Anonim

Ketika datang ke kesehatan Anda, jalan menuju pemulihan dimulai dengan diagnosis. Jika Anda mengalami gejala yang merepotkan, bicarakan dengan dokter Anda. Jika gejala Anda menunjukkan Anda mungkin menderita kanker kepala atau leher, dokter Anda akan memesan tes tertentu untuk membantu mendiagnosis atau mengesampingkannya.

Mendiagnosis Kanker Kepala dan Leher

Untungnya, sebagian besar keganasan kepala dan leher dapat ditemukan sebagai bagian dari pemeriksaan komprehensif. Banyak tes tambahan tersedia untuk membantu dokter mendiagnosis kanker kepala dan leher, tetapi tidak semua orang akan menjalani tes yang sama. Tes yang Anda lakukan tergantung pada usia Anda, kesehatan umum, gejala, dan jenis kanker yang dicurigai dokter Anda. Dokter Anda mungkin menggunakan beberapa tes ini untuk mengkonfirmasi hasil tes sebelumnya atau mengevaluasi apakah suatu pengobatan telah efektif:

  • Biopsi: Dokter Anda akan mengeluarkan sejumlah kecil jaringan dari area yang terkena dan memeriksanya untuk sel kanker. Untuk banyak jenis kanker, biopsi adalah satu-satunya cara untuk membuat diagnosis konklusif. Namun, tidak selalu memungkinkan untuk melakukan biopsi pada semua tumor, karena lokasi atau alasan lain. Jika ini masalahnya, dokter mungkin mengandalkan tes lain untuk mendiagnosis kanker kepala dan leher.

  • Pemindaian tulang: Selama pemindaian tulang, Anda akan menerima suntikan senyawa kimia radioaktif yang akan mengungkapkan kemungkinan lokasi kanker. Dokter Anda dapat menggunakan tes ini untuk diagnosis awal atau untuk menentukan apakah kanker telah menyebar.

  • CT atau CAT scan: Disebut scan tomografi terkomputasi, tes ini menggunakan sinar-X untuk membuat gambar tiga dimensi dari bagian dalam kepala dan leher Anda untuk memeriksa tumor.
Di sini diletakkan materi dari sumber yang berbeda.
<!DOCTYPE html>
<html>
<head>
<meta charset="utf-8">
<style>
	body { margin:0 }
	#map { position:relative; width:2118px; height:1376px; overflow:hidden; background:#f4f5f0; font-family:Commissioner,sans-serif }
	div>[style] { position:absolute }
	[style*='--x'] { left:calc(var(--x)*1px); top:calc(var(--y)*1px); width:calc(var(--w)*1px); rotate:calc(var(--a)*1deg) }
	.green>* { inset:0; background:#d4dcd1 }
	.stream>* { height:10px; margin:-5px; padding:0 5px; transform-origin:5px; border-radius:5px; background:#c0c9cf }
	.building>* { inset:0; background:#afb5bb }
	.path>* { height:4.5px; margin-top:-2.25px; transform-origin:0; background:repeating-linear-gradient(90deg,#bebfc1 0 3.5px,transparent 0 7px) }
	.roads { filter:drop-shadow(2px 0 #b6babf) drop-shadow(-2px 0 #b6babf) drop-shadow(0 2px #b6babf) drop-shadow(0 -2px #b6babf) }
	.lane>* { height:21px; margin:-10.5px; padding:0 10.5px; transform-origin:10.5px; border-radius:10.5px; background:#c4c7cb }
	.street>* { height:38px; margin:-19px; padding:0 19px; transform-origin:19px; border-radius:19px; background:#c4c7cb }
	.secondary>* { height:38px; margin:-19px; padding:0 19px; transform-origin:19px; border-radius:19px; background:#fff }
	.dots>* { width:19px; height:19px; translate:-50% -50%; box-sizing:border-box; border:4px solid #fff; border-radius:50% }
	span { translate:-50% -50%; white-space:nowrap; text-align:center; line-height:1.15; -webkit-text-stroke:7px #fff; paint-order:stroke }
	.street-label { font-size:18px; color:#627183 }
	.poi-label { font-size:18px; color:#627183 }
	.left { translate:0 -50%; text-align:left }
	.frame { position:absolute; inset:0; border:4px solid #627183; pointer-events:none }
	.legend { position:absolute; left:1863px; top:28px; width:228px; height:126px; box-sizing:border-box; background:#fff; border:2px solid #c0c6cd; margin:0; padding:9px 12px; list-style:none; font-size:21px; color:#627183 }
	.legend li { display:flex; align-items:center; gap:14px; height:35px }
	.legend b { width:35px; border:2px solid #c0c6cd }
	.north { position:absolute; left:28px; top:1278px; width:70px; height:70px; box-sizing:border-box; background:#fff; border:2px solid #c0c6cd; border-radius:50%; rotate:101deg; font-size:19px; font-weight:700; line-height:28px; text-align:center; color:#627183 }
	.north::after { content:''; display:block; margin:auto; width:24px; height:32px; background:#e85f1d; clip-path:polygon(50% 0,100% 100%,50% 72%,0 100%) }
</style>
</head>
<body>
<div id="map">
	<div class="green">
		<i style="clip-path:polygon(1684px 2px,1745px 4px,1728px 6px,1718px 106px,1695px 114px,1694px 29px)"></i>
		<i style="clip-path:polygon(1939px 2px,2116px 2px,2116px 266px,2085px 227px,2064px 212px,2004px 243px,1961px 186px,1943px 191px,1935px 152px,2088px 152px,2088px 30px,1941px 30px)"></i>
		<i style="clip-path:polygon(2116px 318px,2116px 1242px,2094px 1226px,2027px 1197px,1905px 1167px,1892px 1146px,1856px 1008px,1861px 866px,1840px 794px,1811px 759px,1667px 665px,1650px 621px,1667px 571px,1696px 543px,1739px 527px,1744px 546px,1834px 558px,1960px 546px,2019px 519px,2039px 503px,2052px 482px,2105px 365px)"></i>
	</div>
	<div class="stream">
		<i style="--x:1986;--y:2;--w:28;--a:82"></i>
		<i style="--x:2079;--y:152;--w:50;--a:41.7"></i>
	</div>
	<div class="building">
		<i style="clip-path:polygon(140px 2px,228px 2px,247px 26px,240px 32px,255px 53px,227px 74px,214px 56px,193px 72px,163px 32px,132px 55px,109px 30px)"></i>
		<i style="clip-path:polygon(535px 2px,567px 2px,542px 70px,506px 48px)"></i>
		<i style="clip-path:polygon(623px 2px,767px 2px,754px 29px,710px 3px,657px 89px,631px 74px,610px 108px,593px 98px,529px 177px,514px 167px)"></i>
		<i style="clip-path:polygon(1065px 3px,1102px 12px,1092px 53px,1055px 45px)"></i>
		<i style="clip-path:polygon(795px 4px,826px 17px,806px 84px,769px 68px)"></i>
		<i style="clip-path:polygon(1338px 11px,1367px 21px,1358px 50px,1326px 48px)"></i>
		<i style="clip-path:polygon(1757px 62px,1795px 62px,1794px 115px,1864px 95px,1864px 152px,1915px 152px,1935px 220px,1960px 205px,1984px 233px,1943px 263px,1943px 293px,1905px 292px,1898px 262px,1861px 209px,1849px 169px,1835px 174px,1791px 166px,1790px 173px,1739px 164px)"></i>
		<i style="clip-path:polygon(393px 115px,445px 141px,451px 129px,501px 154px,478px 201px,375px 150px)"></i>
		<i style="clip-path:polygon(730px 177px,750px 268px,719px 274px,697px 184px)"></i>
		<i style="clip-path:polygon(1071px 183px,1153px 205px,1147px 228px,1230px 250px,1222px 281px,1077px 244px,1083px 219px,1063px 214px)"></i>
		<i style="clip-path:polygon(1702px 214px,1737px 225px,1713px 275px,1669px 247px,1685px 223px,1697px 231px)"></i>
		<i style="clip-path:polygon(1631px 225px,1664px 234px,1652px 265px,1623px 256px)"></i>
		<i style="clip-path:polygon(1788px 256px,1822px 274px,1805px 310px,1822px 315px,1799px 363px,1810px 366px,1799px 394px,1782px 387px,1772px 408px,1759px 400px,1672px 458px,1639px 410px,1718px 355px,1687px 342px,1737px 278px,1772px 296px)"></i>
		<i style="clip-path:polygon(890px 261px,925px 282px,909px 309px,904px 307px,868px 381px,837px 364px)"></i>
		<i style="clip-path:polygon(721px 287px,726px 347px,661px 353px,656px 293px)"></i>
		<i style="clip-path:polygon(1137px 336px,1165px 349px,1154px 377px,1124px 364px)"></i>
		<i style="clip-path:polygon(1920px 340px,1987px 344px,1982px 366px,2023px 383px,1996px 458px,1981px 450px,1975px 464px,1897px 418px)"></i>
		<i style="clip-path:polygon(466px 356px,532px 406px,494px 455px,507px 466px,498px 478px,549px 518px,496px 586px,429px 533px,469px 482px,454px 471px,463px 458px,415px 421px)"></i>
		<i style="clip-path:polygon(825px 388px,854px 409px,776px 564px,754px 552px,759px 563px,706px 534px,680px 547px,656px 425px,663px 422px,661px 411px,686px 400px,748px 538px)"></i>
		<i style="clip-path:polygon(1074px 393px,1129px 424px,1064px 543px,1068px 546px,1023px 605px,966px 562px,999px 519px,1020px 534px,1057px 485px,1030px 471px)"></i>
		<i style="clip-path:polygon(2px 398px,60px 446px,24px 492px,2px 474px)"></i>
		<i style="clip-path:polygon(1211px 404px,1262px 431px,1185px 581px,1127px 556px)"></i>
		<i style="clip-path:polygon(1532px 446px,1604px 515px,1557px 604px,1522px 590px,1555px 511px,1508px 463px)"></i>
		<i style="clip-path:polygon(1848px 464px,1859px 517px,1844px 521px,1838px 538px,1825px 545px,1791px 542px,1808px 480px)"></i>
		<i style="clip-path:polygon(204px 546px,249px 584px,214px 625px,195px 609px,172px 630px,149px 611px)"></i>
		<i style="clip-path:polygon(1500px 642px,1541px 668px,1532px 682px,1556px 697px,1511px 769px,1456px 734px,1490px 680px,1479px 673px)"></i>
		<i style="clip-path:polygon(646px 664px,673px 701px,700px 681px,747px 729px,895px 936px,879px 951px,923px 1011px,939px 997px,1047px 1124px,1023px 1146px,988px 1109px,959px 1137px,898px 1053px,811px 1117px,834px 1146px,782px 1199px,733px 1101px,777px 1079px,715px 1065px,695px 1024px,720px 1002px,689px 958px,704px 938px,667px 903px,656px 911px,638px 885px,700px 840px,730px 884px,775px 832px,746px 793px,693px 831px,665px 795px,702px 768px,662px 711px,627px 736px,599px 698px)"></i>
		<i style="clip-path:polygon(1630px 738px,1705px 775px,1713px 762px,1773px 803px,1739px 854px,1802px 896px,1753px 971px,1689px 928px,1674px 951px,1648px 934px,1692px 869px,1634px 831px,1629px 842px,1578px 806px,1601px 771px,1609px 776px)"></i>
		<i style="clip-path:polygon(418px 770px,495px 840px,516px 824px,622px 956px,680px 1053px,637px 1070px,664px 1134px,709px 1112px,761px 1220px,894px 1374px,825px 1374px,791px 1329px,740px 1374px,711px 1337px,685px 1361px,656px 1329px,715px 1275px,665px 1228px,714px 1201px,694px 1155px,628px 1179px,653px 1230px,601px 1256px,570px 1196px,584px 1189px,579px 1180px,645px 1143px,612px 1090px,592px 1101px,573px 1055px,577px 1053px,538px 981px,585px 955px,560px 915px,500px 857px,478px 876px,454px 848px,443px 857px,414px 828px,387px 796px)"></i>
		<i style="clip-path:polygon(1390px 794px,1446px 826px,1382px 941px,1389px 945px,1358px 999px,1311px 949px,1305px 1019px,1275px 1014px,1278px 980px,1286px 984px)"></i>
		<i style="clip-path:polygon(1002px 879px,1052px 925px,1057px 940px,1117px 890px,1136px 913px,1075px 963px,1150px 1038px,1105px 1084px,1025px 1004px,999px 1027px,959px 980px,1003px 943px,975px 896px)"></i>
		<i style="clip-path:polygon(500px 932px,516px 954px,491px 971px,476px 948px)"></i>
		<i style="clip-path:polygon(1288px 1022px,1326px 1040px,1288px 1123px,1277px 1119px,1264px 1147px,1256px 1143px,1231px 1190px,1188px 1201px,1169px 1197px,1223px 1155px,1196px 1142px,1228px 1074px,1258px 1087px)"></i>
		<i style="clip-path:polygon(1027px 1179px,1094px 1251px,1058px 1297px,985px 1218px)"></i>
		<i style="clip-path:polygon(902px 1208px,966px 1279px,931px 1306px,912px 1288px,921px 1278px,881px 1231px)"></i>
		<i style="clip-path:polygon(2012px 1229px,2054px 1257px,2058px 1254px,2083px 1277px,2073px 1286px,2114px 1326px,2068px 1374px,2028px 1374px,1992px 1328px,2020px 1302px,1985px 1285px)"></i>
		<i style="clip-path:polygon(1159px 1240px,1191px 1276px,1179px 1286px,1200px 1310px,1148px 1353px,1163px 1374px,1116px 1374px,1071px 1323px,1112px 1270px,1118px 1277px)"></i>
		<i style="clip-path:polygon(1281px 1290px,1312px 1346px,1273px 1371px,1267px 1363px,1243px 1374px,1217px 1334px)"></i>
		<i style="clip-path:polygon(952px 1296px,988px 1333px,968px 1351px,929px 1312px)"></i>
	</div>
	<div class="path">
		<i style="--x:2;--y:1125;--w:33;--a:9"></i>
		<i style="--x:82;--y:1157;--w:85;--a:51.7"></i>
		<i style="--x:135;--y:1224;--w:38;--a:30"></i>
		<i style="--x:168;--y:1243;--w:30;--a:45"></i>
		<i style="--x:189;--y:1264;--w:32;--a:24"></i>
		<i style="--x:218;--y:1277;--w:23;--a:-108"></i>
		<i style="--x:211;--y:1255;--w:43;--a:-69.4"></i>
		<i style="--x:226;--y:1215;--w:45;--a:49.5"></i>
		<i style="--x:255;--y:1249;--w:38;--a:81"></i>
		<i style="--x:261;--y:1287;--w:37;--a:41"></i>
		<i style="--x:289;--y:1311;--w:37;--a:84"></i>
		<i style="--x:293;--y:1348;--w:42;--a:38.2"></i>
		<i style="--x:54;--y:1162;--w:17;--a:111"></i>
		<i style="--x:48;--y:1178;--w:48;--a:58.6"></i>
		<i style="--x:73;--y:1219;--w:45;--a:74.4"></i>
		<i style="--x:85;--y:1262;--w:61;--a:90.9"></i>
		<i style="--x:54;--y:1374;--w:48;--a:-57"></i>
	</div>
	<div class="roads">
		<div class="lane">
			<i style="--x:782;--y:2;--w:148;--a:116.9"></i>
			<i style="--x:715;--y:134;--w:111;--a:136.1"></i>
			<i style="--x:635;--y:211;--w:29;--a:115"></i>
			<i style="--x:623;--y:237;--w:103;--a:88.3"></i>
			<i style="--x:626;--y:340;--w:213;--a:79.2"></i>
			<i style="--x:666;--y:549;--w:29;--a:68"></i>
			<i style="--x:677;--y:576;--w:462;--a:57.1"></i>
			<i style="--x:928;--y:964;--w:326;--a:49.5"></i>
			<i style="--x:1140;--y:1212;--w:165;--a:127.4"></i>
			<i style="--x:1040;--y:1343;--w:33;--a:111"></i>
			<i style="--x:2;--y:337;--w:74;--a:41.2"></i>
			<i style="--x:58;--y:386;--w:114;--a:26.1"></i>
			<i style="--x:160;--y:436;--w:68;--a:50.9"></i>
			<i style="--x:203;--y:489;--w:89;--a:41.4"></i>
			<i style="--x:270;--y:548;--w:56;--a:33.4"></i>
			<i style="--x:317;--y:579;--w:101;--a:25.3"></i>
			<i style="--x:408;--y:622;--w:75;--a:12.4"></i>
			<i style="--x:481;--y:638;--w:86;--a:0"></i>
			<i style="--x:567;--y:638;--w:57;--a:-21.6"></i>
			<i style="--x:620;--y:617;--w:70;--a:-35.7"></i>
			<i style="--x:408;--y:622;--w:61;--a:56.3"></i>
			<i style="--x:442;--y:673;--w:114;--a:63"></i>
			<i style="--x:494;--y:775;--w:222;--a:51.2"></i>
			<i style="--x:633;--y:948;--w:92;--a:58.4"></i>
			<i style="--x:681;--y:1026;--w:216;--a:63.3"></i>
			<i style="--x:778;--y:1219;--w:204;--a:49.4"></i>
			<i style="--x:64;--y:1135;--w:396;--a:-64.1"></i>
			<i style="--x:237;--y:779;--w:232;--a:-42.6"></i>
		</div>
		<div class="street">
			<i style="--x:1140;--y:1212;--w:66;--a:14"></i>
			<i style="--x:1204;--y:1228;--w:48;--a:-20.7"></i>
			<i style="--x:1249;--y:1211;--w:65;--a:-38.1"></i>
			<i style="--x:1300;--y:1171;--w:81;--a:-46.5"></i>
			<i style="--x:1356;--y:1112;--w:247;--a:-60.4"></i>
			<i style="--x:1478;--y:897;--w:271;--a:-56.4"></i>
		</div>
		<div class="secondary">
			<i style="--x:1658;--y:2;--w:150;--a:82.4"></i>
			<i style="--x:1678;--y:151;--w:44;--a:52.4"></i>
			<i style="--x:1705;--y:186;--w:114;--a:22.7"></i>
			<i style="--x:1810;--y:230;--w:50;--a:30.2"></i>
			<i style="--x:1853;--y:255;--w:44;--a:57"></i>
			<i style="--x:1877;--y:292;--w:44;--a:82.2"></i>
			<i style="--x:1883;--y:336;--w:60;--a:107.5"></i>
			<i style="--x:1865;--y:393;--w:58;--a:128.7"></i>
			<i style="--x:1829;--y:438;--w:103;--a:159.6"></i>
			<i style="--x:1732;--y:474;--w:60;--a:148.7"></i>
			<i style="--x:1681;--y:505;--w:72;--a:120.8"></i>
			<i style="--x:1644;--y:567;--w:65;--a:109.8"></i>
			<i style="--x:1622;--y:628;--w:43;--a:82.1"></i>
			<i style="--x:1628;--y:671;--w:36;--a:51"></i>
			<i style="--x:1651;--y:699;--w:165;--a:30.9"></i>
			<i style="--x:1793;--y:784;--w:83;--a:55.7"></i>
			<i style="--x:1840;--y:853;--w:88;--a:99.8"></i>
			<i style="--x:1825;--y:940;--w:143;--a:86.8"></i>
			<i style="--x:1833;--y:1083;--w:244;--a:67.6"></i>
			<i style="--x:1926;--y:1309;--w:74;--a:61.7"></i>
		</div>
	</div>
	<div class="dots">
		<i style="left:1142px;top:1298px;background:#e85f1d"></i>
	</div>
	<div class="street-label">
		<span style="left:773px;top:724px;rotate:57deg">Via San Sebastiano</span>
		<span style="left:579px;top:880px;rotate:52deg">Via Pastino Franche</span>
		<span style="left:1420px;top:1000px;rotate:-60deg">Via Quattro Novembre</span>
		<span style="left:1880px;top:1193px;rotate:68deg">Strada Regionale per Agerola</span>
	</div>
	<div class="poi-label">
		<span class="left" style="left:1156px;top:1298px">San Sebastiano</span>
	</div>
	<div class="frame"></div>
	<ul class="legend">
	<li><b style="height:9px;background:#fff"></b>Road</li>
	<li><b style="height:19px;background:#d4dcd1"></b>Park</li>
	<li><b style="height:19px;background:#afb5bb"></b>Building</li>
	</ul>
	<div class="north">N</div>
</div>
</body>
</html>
  • Endoskopi: Seorang dokter dapat memasukkan tabung kecil melalui hidung untuk melihat ke dalam kepala dan leher Anda untuk memeriksa kelainan.
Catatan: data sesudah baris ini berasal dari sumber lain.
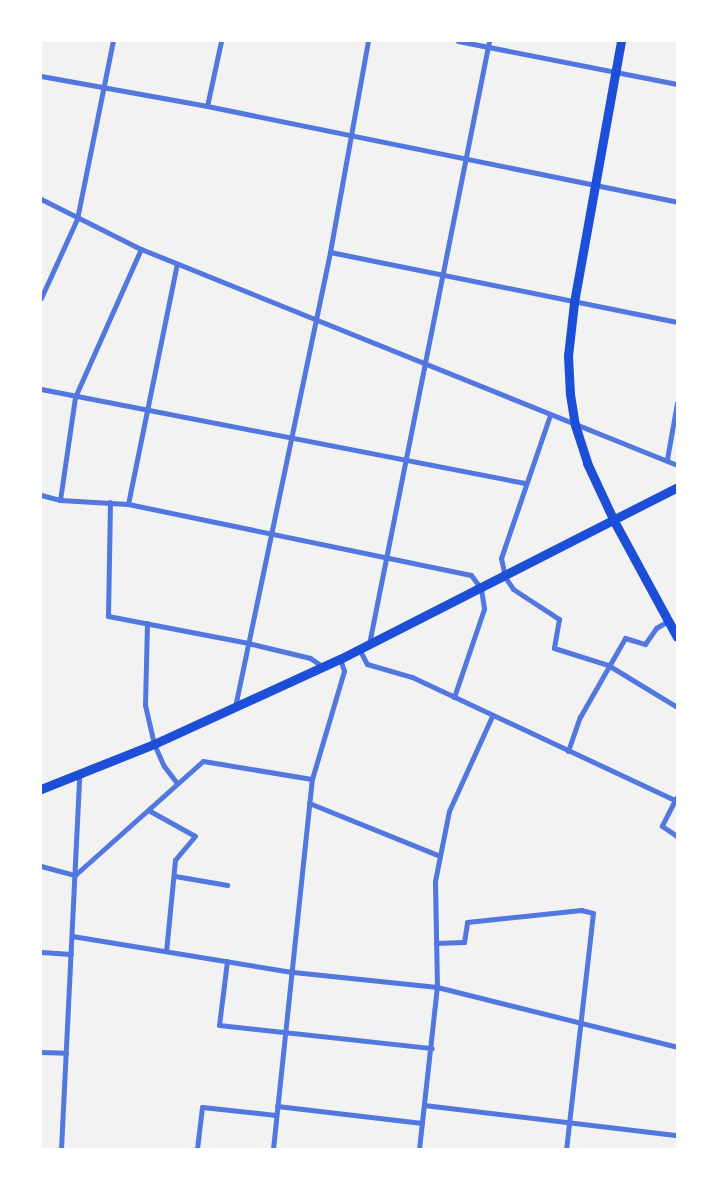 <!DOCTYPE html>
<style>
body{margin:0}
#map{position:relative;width:718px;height:1190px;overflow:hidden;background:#f2f2f2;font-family:"Golos Text",sans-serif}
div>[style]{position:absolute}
.minor>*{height:5px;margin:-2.5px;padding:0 2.5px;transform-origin:2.5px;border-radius:2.5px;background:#5277de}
.secondary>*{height:9px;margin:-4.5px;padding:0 4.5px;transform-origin:4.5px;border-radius:4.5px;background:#1d4ed8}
.primary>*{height:9px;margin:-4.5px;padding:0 4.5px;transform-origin:4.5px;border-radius:4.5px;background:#1d4ed8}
span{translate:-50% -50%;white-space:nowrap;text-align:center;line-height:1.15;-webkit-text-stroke:5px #fff;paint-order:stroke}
.frame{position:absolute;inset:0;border:42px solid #fff;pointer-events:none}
</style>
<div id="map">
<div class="minor">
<i style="left:458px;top:41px;width:223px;rotate:11.1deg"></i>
<i style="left:41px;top:76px;width:169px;rotate:10.2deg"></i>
<i style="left:207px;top:106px;width:480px;rotate:11.5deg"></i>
<i style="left:207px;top:106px;width:66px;rotate:-77.8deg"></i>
<i style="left:41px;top:199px;width:112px;rotate:26.6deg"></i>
<i style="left:141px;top:249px;width:578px;rotate:21.95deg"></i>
<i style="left:330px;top:252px;width:354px;rotate:11.4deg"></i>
<i style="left:41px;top:298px;width:87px;rotate:-65.5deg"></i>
<i style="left:77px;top:219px;width:182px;rotate:-78.6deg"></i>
<i style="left:41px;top:389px;width:493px;rotate:11deg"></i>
<i style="left:550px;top:415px;width:151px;rotate:108.9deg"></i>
<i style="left:501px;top:558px;width:19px;rotate:78deg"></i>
<i style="left:505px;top:577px;width:14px;rotate:56deg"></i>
<i style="left:513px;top:589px;width:55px;rotate:33.1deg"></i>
<i style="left:559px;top:619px;width:29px;rotate:100deg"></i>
<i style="left:554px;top:648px;width:57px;rotate:17.5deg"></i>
<i style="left:608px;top:665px;width:81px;rotate:31.3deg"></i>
<i style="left:667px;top:459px;width:57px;rotate:-79.9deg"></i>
<i style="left:41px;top:495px;width:20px;rotate:15deg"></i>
<i style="left:60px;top:500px;width:68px;rotate:3.4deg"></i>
<i style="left:128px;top:504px;width:350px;rotate:11.7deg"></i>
<i style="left:471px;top:575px;width:17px;rotate:54deg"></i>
<i style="left:481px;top:589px;width:20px;rotate:81deg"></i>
<i style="left:484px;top:609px;width:93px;rotate:108.8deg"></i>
<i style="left:60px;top:500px;width:104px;rotate:-81.7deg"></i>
<i style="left:75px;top:397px;width:162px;rotate:-66deg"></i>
<i style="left:110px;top:502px;width:114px;rotate:91deg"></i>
<i style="left:108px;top:616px;width:143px;rotate:10.9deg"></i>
<i style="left:248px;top:643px;width:64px;rotate:13.6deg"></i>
<i style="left:310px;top:658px;width:14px;rotate:34deg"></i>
<i style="left:128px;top:504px;width:245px;rotate:-78.5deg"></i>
<i style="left:147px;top:623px;width:82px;rotate:91.4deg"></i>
<i style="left:145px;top:705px;width:40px;rotate:77deg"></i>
<i style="left:154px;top:744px;width:24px;rotate:66deg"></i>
<i style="left:164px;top:766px;width:21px;rotate:53deg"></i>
<i style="left:369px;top:644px;width:615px;rotate:-78.74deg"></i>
<i style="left:359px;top:649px;width:17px;rotate:62deg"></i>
<i style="left:367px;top:664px;width:47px;rotate:16.1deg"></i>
<i style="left:412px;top:677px;width:290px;rotate:25.1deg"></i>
<i style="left:235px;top:707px;width:465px;rotate:-78.2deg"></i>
<i style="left:330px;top:252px;width:214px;rotate:-79.8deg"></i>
<i style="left:568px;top:751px;width:36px;rotate:-71deg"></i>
<i style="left:580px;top:717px;width:91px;rotate:-60.3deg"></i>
<i style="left:625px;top:638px;width:21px;rotate:17deg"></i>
<i style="left:645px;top:644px;width:19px;rotate:-55deg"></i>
<i style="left:656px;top:628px;width:14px;rotate:-30deg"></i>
<i style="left:676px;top:798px;width:31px;rotate:117deg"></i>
<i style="left:662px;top:826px;width:18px;rotate:34deg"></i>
<i style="left:309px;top:803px;width:141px;rotate:22deg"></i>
<i style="left:150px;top:811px;width:51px;rotate:29.1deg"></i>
<i style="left:195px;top:836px;width:31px;rotate:130deg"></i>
<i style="left:175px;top:860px;width:91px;rotate:95.6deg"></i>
<i style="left:41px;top:866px;width:35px;rotate:15deg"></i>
<i style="left:75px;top:875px;width:171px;rotate:-41.7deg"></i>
<i style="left:203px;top:761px;width:110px;rotate:9.4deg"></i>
<i style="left:175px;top:876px;width:53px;rotate:9.8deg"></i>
<i style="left:72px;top:936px;width:224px;rotate:9.3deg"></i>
<i style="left:293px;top:972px;width:145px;rotate:5.9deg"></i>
<i style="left:437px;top:987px;width:247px;rotate:14deg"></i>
<i style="left:436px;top:943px;width:28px;rotate:-2deg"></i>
<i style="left:464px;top:942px;width:20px;rotate:-81deg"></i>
<i style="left:467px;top:922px;width:115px;rotate:-6deg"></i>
<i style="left:581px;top:910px;width:12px;rotate:14deg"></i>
<i style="left:593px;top:913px;width:238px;rotate:96.5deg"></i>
<i style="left:41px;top:952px;width:30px;rotate:4deg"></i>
<i style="left:227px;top:961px;width:64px;rotate:97.1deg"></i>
<i style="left:219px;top:1025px;width:214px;rotate:6.2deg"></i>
<i style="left:41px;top:1052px;width:25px;rotate:2deg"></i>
<i style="left:424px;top:1105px;width:255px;rotate:6.8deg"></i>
<i style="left:277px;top:1106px;width:146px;rotate:6.7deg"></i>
<i style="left:61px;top:1149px;width:374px;rotate:-87.2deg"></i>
<i style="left:197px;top:1149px;width:42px;rotate:-83.2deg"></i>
<i style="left:202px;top:1107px;width:74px;rotate:6.2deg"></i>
<i style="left:273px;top:1149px;width:372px;rotate:-84deg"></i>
<i style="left:312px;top:779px;width:113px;rotate:-73.5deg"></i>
<i style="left:344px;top:671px;width:13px;rotate:-108deg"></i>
<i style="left:419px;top:1149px;width:163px;rotate:-83.7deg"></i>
<i style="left:437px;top:987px;width:106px;rotate:-91.1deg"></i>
<i style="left:435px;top:881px;width:71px;rotate:-78.7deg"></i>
<i style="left:449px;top:811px;width:104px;rotate:-65.6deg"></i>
</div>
<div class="secondary">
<i style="left:621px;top:41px;width:266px;rotate:100.2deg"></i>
<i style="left:574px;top:303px;width:53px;rotate:96.5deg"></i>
<i style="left:568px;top:356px;width:38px;rotate:87deg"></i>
<i style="left:570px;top:394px;width:31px;rotate:81deg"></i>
<i style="left:575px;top:425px;width:40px;rotate:72deg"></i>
<i style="left:587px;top:463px;width:64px;rotate:65deg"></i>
<i style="left:614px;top:521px;width:132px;rotate:61.5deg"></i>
</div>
<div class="primary">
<i style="left:41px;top:789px;width:122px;rotate:-21.7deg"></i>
<i style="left:154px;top:744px;width:205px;rotate:-24.6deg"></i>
<i style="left:340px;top:659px;width:378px;rotate:-27deg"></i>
</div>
<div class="frame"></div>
</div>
  • Tes infeksi HPV (human papillomavirus): Jenis infeksi HPV tertentu meningkatkan risiko kanker kepala dan leher, sehingga dokter Anda ingin memeriksa kondisi ini.

  • MRI: Pencitraan resonansi magnetik menciptakan gambar dua dimensi atau tiga dimensi bagian dalam kepala dan leher Anda menggunakan medan magnet.

  • Pemindaian PET: Disebut pemindaian tomografi emisi positron, tes ini menggunakan zat radioaktif yang disuntikkan untuk membuat gambar organ dan jaringan internal Anda. Tes ini dapat menemukan kelainan apa pun. Ini juga dapat membantu dokter menentukan stadium kanker, mengevaluasi apakah suatu pengobatan telah efektif, dan melihat apakah kanker telah muncul kembali setelah perawatan yang berhasil.

  • Pemeriksaan fisik: Dokter Anda akan memeriksa benjolan di kepala, leher, dan wajah Anda, termasuk benjolan atau sesuatu yang tidak biasa. Dokter Anda mungkin juga memesan tes darah dan urin standar saat ini.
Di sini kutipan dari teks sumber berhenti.